====== Given data

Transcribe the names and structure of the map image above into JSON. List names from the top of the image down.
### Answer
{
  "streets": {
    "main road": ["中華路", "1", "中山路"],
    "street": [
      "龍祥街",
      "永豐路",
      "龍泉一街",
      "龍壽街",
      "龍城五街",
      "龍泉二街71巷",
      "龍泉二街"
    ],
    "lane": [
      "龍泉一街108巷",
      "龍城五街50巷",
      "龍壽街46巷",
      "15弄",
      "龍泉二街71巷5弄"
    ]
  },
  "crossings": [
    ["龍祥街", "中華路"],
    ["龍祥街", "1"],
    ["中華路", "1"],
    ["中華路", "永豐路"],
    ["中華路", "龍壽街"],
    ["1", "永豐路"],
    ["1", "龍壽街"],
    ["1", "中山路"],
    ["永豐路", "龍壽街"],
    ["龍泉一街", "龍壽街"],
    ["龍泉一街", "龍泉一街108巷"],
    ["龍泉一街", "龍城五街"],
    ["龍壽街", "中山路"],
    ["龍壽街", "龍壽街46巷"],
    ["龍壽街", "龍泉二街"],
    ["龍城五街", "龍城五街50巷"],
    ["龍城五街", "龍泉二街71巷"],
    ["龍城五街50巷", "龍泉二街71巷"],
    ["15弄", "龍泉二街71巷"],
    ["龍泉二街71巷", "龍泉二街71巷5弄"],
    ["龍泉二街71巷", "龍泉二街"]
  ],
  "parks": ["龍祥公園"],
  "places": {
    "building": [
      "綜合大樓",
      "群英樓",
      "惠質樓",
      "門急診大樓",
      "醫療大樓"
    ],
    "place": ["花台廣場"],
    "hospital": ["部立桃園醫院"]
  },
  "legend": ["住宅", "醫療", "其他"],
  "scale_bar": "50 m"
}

============

> **Task prompt**:
Repeat the records exactly, leaving out none of them.

> **Solution to this task**:
Transcribe the names and structure of the map image above into JSON. List names from the top of the image down.
### Answer
{
  "streets": {
    "main road": ["中華路", "1", "中山路"],
    "street": [
      "龍祥街",
      "永豐路",
      "龍泉一街",
      "龍壽街",
      "龍城五街",
      "龍泉二街71巷",
      "龍泉二街"
    ],
    "lane": [
      "龍泉一街108巷",
      "龍城五街50巷",
      "龍壽街46巷",
      "15弄",
      "龍泉二街71巷5弄"
    ]
  },
  "crossings": [
    ["龍祥街", "中華路"],
    ["龍祥街", "1"],
    ["中華路", "1"],
    ["中華路", "永豐路"],
    ["中華路", "龍壽街"],
    ["1", "永豐路"],
    ["1", "龍壽街"],
    ["1", "中山路"],
    ["永豐路", "龍壽街"],
    ["龍泉一街", "龍壽街"],
    ["龍泉一街", "龍泉一街108巷"],
    ["龍泉一街", "龍城五街"],
    ["龍壽街", "中山路"],
    ["龍壽街", "龍壽街46巷"],
    ["龍壽街", "龍泉二街"],
    ["龍城五街", "龍城五街50巷"],
    ["龍城五街", "龍泉二街71巷"],
    ["龍城五街50巷", "龍泉二街71巷"],
    ["15弄", "龍泉二街71巷"],
    ["龍泉二街71巷", "龍泉二街71巷5弄"],
    ["龍泉二街71巷", "龍泉二街"]
  ],
  "parks": ["龍祥公園"],
  "places": {
    "building": [
      "綜合大樓",
      "群英樓",
      "惠質樓",
      "門急診大樓",
      "醫療大樓"
    ],
    "place": ["花台廣場"],
    "hospital": ["部立桃園醫院"]
  },
  "legend": ["住宅", "醫療", "其他"],
  "scale_bar": "50 m"
}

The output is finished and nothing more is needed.